Think of Atlantic City’s finances as an iceberg. We’ve only seen the top; we don’t know what’s below. The advisers are charged with assessing the condition of the city’s finances, determining the “right size” and “right costs” of running the city, and recommending options on how to get there. The city has the reputation of having a bloated workforce and the perception of costly employee contracts, and it has the second-largest municipal tax levy in the state. These are remnants from the era of successful casinos that paid 80 percent of the property-tax burden. It’s been said that budgets expand to fill the revenues available to them; Atlantic City is now paying a price for that.

Several years ago, the state’s Local Finance Board and Atlantic City agreed to place the city’s finances under the supervision of the board under the laws that allow the state to supervise a municipality’s finances (the Local Government Supervision Act). The city also signed a Memorandum of Understanding (MOU) that placed conditions on financial aid the city received under the state’s Transitional Aid Program. Both actions provide the state a large degree of, but not total control over municipal finances. The advisers’ power is limited to what is allowed under the Supervision Act and MOU.

To “declare bankruptcy,” however, the city has to apply to the Local Finance Board pursuant to the procedures of the state’s never-used municipal bankruptcy law (enacted in the 1930s and amended in 1953). It is the last stop on the continuum of increasing state engagement to help a municipality work out fiscal problems.

“Emergency manager” (a term used in Michigan) has no meaning under New Jersey law. The board and the Division of Local Government Services have authority under the Supervision Act and the MOU. Anything the state wants to do must be authorized by those entities; though they are part of the administration, and while the governor has influence, his authority has statutory limits.

While Guardian’s administration was attempting to address the fiscal challenges on its own, the state was unable to measure the possibility of success until the full extent of the problem was understood. This is something the new advisers can determine.

What Should Happen Next?

Once the advisers know the extent of Atlantic City’s problems, they can explore credible solutions and publicly report on it. Then the administration can consider the alternatives, and the public and investors can comment. Finally, the Legislature can engage in thoughtful bipartisan discussions, and all parties can then work together toward informed, fiscally sound solutions.

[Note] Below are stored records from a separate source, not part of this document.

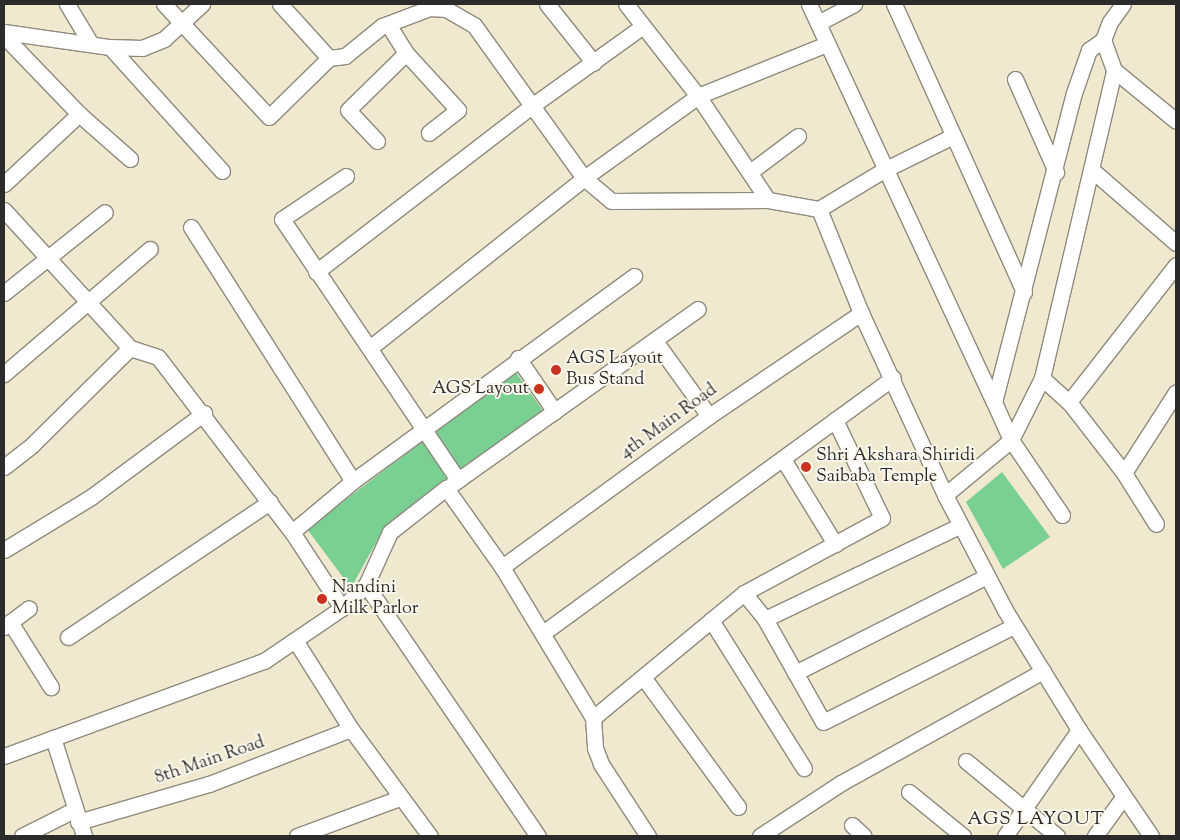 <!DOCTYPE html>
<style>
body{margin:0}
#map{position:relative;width:1180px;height:840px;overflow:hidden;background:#f0e9cf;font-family:"Sorts Mill Goudy",serif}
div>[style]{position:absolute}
.green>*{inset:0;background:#7acf93}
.roads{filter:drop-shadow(1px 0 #8e8a7d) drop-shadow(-1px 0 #8e8a7d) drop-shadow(0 1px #8e8a7d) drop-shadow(0 -1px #8e8a7d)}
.minor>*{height:15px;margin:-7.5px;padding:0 7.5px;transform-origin:7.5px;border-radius:7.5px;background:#fff}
.dots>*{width:14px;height:14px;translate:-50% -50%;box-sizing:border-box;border:2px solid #fbf7ec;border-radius:50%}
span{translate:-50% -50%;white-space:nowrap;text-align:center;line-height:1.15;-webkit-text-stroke:4px #fbf7ec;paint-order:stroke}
.poi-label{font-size:18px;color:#2b2b2b}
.left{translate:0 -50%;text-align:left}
.right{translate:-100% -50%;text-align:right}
.street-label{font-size:18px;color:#2b2b2b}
.neighbourhood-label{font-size:19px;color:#2b2b2b;letter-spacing:1px}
.frame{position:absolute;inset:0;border:5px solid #2b2b2b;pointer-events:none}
</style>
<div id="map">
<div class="green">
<i style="clip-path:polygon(515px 371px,543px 411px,384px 528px,351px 588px,307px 529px)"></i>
<i style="clip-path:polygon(1002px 472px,1050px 537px,1003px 569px,966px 502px)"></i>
</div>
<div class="roads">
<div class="minor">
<i style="left:67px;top:4px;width:47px;rotate:59deg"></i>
<i style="left:164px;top:4px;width:154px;rotate:47.1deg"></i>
<i style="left:269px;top:117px;width:84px;rotate:-44.5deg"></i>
<i style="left:280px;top:4px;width:73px;rotate:47.8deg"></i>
<i style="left:329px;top:58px;width:16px;rotate:-7deg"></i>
<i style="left:345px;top:56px;width:48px;rotate:-39deg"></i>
<i style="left:382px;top:26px;width:51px;rotate:-20.6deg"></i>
<i style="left:430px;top:8px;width:16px;rotate:4deg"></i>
<i style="left:446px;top:9px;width:32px;rotate:30deg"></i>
<i style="left:474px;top:25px;width:188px;rotate:54.3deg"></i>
<i style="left:584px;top:178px;width:35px;rotate:40deg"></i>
<i style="left:611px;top:201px;width:157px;rotate:-0.4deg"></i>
<i style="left:768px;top:200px;width:52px;rotate:10deg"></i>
<i style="left:819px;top:209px;width:112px;rotate:68deg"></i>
<i style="left:861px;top:313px;width:200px;rotate:65.2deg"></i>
<i style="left:945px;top:495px;width:130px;rotate:62.4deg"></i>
<i style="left:1005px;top:610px;width:141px;rotate:58.3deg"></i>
<i style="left:1079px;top:730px;width:128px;rotate:55.8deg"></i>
<i style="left:547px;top:4px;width:75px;rotate:51.5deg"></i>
<i style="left:626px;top:4px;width:117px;rotate:52deg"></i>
<i style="left:698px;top:96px;width:125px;rotate:56.1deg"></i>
<i style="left:809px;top:4px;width:439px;rotate:65.1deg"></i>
<i style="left:894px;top:4px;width:316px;rotate:65.7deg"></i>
<i style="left:818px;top:23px;width:41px;rotate:-27.8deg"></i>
<i style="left:4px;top:32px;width:107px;rotate:8.1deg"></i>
<i style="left:110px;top:47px;width:32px;rotate:2deg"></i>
<i style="left:142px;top:48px;width:24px;rotate:-22deg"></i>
<i style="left:164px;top:39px;width:52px;rotate:-42.6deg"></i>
<i style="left:4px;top:36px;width:108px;rotate:46.1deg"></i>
<i style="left:79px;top:114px;width:68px;rotate:41.4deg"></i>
<i style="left:110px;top:47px;width:167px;rotate:47.9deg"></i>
<i style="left:406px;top:53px;width:77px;rotate:47.6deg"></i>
<i style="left:458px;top:110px;width:37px;rotate:142deg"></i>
<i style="left:1114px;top:70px;width:80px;rotate:39.4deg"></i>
<i style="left:1015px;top:79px;width:102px;rotate:66.2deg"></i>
<i style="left:377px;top:141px;width:42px;rotate:-133.1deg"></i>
<i style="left:348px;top:110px;width:81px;rotate:-44.5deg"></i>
<i style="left:406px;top:53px;width:34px;rotate:-122deg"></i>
<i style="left:1092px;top:170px;width:111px;rotate:41deg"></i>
<i style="left:750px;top:172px;width:60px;rotate:-36.9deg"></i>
<i style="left:346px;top:176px;width:77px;rotate:146.1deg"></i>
<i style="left:282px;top:219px;width:315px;rotate:56deg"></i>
<i style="left:4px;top:184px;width:103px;rotate:-43deg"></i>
<i style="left:819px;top:209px;width:76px;rotate:-31deg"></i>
<i style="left:884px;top:170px;width:77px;rotate:-26.2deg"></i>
<i style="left:4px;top:210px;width:187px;rotate:47.6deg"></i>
<i style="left:130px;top:348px;width:29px;rotate:18deg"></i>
<i style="left:158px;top:357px;width:220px;rotate:52.6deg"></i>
<i style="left:292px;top:532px;width:91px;rotate:56.7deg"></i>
<i style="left:191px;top:227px;width:301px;rotate:57.5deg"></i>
<i style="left:316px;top:272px;width:274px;rotate:-37.6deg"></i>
<i style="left:533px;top:105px;width:135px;rotate:-35.7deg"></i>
<i style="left:4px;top:293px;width:129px;rotate:-38.7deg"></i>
<i style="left:655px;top:341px;width:92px;rotate:54.2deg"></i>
<i style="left:371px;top:347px;width:272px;rotate:-38.4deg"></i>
<i style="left:584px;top:178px;width:140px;rotate:-35.7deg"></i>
<i style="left:698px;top:96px;width:139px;rotate:-22deg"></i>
<i style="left:518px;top:358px;width:65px;rotate:55.6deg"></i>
<i style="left:4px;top:374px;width:192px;rotate:-40.6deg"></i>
<i style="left:1042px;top:378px;width:36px;rotate:42deg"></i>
<i style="left:1069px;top:402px;width:90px;rotate:52.2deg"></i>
<i style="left:1124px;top:473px;width:96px;rotate:-57.3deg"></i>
<i style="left:1069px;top:402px;width:174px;rotate:-52deg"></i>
<i style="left:783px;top:459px;width:100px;rotate:58.5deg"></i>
<i style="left:4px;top:467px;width:36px;rotate:-38deg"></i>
<i style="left:32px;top:445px;width:138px;rotate:-44.7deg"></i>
<i style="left:1124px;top:473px;width:60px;rotate:57.9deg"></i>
<i style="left:451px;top:485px;width:303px;rotate:-35.5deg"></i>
<i style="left:945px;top:495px;width:86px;rotate:-39.8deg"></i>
<i style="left:1011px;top:440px;width:69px;rotate:-63.4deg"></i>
<i style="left:1042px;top:378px;width:316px;rotate:-76.8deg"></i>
<i style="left:1114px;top:70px;width:32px;rotate:-110deg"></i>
<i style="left:1062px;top:515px;width:91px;rotate:-124.2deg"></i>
<i style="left:1011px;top:440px;width:42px;rotate:-114.1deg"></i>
<i style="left:994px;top:402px;width:319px;rotate:-75.5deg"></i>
<i style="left:1074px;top:93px;width:46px;rotate:-70.8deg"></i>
<i style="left:1089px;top:50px;width:17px;rotate:-36deg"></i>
<i style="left:1103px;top:40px;width:19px;rotate:-69deg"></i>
<i style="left:1110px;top:22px;width:22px;rotate:-54deg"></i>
<i style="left:292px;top:532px;width:80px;rotate:-39.9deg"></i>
<i style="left:353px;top:481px;width:348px;rotate:-36.1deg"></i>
<i style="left:4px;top:550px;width:102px;rotate:-31.3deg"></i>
<i style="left:91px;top:497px;width:141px;rotate:-36.6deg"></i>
<i style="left:502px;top:567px;width:256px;rotate:-36.1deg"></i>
<i style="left:709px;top:416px;width:184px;rotate:-34.1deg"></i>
<i style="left:366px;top:585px;width:304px;rotate:55.6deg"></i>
<i style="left:744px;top:593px;width:33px;rotate:51deg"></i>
<i style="left:765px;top:619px;width:118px;rotate:60.6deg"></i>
<i style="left:823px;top:722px;width:214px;rotate:-26.7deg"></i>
<i style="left:765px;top:619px;width:217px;rotate:-25.6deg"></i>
<i style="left:711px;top:620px;width:175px;rotate:57.9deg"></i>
<i style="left:10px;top:622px;width:77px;rotate:57.8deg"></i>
<i style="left:4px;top:627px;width:31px;rotate:-37deg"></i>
<i style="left:543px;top:633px;width:433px;rotate:-36.1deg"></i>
<i style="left:68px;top:637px;width:243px;rotate:-33.8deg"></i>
<i style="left:295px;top:640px;width:105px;rotate:57.8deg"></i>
<i style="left:351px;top:729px;width:133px;rotate:53.6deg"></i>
<i style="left:795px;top:673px;width:215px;rotate:-26.8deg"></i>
<i style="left:643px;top:677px;width:161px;rotate:53.8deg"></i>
<i style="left:593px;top:718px;width:196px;rotate:-39.6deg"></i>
<i style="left:744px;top:593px;width:157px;rotate:-28.5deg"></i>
<i style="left:882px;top:518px;width:109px;rotate:-115.6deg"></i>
<i style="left:53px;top:738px;width:103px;rotate:72.4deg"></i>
<i style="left:4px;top:756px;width:277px;rotate:-20.1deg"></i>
<i style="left:264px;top:661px;width:94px;rotate:-34.2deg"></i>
<i style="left:342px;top:608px;width:33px;rotate:-44deg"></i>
<i style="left:366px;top:585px;width:58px;rotate:-65.6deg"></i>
<i style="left:390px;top:532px;width:71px;rotate:-38.2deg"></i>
<i style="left:446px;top:488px;width:97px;rotate:54.7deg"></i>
<i style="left:502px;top:567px;width:176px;rotate:58.9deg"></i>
<i style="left:593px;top:718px;width:30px;rotate:86deg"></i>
<i style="left:595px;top:748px;width:17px;rotate:69deg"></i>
<i style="left:601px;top:764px;width:86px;rotate:56.9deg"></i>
<i style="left:966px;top:761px;width:118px;rotate:39.5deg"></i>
<i style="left:909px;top:792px;width:70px;rotate:39.2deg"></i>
<i style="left:78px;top:822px;width:136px;rotate:-16.2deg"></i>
<i style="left:209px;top:784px;width:152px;rotate:-21.2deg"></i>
<i style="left:852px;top:825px;width:16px;rotate:43deg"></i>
<i style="left:22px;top:836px;width:58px;rotate:-26.6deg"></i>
<i style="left:297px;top:836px;width:110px;rotate:-20.3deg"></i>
<i style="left:760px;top:836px;width:97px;rotate:-33.2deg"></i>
<i style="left:841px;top:783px;width:231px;rotate:-29deg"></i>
<i style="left:1005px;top:836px;width:129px;rotate:-55.1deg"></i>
<i style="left:1095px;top:836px;width:49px;rotate:-54.1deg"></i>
</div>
</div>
<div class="dots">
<i style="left:556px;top:370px;background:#c8321e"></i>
<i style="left:539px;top:389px;background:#c8321e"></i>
<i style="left:806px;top:467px;background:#c8321e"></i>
<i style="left:322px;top:599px;background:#c8321e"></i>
</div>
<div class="poi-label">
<span class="left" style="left:566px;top:370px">AGS Layout<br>Bus Stand</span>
<span class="right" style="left:529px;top:389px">AGS Layout</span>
<span class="left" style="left:816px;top:467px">Shri Akshara Shiridi<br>Saibaba Temple</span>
<span class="left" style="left:332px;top:599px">Nandini<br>Milk Parlor</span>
</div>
<div class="street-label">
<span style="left:669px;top:422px;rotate:-36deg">4th Main Road</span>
<span style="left:210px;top:761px;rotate:-19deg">8th Main Road</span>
</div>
<div class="neighbourhood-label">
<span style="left:1036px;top:820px">AGS LAYOUT</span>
</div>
<div class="frame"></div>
</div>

Until then, well-meaning legislative proposals offer uncertain solutions to uncertain problems. If market uncertainty affects Atlantic City’s finances, then the state should act consistent with our laws to ensure the city’s solvency. If market uncertainty affects other New Jersey local governments, then the governor should address the fiscal problems by clarifying his policies on bankruptcy and the state’s fiscal traditions.